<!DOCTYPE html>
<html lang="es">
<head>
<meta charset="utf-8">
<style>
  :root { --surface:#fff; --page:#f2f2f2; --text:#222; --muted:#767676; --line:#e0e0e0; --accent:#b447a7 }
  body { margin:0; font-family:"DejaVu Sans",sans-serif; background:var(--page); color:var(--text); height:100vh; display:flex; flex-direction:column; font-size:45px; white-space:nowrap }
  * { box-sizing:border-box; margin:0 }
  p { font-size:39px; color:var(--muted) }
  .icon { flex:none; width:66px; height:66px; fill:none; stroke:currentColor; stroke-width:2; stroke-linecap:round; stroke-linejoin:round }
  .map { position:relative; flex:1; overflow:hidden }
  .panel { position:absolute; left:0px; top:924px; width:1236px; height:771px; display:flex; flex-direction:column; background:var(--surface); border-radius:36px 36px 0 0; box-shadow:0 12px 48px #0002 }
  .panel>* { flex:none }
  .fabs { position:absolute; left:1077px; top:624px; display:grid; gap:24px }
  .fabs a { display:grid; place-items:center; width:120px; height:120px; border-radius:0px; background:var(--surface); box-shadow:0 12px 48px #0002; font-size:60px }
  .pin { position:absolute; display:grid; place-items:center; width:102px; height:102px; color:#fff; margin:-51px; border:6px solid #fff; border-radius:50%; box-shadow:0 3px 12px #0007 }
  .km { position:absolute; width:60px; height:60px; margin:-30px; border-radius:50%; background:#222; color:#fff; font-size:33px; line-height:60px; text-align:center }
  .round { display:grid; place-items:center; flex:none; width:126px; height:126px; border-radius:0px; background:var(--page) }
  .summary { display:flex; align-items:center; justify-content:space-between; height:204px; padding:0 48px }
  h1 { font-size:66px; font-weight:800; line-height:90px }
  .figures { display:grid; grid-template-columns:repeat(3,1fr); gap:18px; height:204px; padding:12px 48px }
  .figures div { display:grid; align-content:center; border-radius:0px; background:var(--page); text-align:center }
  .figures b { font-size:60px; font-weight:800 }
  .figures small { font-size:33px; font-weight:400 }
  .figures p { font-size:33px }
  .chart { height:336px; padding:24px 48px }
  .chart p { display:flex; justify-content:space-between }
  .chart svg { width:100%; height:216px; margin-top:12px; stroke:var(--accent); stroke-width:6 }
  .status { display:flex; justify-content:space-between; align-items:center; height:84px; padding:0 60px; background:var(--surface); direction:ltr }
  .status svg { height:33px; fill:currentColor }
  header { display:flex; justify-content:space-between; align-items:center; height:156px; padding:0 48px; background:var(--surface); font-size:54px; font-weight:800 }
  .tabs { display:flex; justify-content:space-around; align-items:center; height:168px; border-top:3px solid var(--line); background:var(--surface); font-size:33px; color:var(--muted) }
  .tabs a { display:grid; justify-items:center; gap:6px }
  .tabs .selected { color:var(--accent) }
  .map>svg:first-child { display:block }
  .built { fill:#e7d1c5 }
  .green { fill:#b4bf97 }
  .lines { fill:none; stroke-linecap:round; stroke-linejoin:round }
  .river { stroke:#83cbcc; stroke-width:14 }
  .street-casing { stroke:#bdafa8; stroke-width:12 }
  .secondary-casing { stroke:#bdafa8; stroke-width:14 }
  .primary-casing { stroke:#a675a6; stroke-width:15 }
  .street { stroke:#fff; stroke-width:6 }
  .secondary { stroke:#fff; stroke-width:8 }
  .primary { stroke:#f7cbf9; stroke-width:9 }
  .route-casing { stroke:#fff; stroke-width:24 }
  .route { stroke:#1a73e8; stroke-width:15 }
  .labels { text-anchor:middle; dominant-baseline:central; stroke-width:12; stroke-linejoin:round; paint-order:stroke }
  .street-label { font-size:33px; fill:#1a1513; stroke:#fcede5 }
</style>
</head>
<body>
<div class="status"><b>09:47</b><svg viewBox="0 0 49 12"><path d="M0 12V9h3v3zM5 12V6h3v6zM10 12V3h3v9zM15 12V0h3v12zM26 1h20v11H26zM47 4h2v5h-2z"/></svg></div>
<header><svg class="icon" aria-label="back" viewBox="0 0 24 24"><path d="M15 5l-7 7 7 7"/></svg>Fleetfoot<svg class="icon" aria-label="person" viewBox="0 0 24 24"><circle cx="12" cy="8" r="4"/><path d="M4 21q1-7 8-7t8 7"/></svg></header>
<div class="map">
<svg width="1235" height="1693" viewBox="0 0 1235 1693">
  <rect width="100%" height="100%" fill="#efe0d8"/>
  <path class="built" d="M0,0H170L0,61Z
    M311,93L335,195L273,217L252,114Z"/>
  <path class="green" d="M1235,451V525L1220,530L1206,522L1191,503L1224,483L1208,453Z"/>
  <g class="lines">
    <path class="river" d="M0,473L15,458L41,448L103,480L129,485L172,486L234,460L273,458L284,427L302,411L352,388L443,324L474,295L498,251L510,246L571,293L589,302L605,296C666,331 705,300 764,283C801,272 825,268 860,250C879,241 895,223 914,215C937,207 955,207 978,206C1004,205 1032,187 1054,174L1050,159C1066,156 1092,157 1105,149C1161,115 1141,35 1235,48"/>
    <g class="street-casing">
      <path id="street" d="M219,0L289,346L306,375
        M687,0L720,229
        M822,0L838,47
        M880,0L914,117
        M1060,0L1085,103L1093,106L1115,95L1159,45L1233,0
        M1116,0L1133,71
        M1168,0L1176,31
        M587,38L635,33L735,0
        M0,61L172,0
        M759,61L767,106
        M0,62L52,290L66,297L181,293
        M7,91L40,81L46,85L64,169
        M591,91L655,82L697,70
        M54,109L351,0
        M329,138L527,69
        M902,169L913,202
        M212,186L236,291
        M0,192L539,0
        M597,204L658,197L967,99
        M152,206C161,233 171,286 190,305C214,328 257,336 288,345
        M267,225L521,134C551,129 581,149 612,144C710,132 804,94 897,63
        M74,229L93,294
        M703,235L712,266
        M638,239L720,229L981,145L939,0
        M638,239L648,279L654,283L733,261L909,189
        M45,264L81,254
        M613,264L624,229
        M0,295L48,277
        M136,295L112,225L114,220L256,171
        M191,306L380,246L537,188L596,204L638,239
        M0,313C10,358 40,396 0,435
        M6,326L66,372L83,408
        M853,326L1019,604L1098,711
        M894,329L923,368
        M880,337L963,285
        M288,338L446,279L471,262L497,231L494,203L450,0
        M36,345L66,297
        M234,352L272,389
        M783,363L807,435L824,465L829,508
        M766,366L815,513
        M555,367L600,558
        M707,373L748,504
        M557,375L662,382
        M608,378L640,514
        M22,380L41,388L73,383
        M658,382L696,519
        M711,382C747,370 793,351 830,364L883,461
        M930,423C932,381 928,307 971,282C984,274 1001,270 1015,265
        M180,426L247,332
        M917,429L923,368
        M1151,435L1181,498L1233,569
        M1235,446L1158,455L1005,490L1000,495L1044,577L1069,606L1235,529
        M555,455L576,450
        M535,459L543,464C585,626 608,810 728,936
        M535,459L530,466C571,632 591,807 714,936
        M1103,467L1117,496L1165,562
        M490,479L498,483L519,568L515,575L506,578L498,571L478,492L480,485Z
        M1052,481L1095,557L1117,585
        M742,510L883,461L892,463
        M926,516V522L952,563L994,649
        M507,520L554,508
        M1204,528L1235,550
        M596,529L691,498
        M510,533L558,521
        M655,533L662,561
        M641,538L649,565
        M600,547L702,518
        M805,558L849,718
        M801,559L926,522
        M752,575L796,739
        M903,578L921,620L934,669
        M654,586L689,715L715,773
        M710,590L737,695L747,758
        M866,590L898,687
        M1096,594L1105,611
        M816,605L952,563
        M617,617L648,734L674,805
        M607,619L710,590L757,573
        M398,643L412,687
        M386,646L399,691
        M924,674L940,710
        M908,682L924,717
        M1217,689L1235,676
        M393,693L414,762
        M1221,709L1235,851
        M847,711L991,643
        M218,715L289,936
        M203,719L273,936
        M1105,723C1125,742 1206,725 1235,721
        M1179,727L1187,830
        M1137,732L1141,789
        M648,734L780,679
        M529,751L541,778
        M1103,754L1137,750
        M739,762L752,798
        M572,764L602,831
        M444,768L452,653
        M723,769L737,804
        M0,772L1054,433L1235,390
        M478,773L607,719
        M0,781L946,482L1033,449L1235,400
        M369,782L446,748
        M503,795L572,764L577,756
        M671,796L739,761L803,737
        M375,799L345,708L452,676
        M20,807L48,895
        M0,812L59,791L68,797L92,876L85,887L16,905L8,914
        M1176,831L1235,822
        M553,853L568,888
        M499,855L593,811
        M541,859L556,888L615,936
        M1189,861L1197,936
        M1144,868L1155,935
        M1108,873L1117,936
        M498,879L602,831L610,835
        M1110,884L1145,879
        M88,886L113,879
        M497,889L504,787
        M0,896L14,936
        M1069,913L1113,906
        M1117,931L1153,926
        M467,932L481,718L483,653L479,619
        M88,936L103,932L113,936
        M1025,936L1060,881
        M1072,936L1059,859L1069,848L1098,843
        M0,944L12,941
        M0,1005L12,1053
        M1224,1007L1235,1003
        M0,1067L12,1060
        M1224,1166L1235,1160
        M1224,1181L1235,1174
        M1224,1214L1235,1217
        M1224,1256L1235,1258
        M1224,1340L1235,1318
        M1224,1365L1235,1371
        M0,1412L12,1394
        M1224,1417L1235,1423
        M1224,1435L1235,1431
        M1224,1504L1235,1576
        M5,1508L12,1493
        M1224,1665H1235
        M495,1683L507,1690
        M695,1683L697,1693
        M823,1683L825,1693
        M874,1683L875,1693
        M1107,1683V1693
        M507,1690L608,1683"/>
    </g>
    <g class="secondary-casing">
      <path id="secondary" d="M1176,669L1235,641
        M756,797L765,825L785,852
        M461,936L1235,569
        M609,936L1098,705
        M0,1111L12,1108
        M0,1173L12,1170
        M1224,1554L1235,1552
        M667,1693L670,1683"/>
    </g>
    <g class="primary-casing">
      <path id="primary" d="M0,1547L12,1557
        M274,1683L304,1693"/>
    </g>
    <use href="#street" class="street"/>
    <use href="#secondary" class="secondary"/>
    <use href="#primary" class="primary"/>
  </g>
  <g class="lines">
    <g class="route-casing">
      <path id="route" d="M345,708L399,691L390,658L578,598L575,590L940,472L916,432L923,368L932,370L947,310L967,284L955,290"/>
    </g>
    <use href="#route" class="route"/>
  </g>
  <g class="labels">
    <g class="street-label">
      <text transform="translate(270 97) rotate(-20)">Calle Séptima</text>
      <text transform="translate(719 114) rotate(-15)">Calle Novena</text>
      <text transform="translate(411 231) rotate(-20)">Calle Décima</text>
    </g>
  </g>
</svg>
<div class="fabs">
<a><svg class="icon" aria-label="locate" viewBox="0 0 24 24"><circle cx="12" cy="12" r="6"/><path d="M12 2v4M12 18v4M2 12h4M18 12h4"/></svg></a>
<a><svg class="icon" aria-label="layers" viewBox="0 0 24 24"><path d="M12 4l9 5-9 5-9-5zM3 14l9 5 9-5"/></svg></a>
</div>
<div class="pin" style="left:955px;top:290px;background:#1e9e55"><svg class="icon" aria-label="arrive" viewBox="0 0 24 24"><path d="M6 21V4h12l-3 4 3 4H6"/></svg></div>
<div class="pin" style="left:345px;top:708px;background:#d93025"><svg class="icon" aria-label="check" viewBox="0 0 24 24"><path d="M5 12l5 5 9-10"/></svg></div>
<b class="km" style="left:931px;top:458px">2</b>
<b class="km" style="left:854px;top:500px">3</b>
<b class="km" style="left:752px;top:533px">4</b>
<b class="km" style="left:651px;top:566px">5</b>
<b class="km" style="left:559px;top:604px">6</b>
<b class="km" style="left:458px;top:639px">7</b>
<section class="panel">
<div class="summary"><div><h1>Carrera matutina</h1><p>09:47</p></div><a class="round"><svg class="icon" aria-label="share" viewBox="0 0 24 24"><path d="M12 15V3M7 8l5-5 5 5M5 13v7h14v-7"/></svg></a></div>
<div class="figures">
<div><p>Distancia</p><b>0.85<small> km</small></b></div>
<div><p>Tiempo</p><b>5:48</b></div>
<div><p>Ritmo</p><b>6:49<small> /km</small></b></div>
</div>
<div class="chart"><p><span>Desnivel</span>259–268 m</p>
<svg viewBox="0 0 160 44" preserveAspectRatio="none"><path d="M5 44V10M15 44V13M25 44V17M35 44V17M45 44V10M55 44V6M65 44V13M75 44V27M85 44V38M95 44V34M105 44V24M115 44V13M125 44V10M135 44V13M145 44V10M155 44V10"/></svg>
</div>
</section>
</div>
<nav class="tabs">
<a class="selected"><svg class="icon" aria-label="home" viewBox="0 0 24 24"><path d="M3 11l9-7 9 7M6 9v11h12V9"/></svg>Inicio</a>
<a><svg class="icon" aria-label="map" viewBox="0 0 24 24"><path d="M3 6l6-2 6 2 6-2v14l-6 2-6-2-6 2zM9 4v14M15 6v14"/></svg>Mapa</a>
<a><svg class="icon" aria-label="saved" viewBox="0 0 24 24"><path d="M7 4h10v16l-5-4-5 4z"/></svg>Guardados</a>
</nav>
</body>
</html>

== TASK DETAILS ==
How many lines in these entries contain the string "shadow"? State the number and nothing more.

== OUTPUT FOR THIS EXERCISE ==
3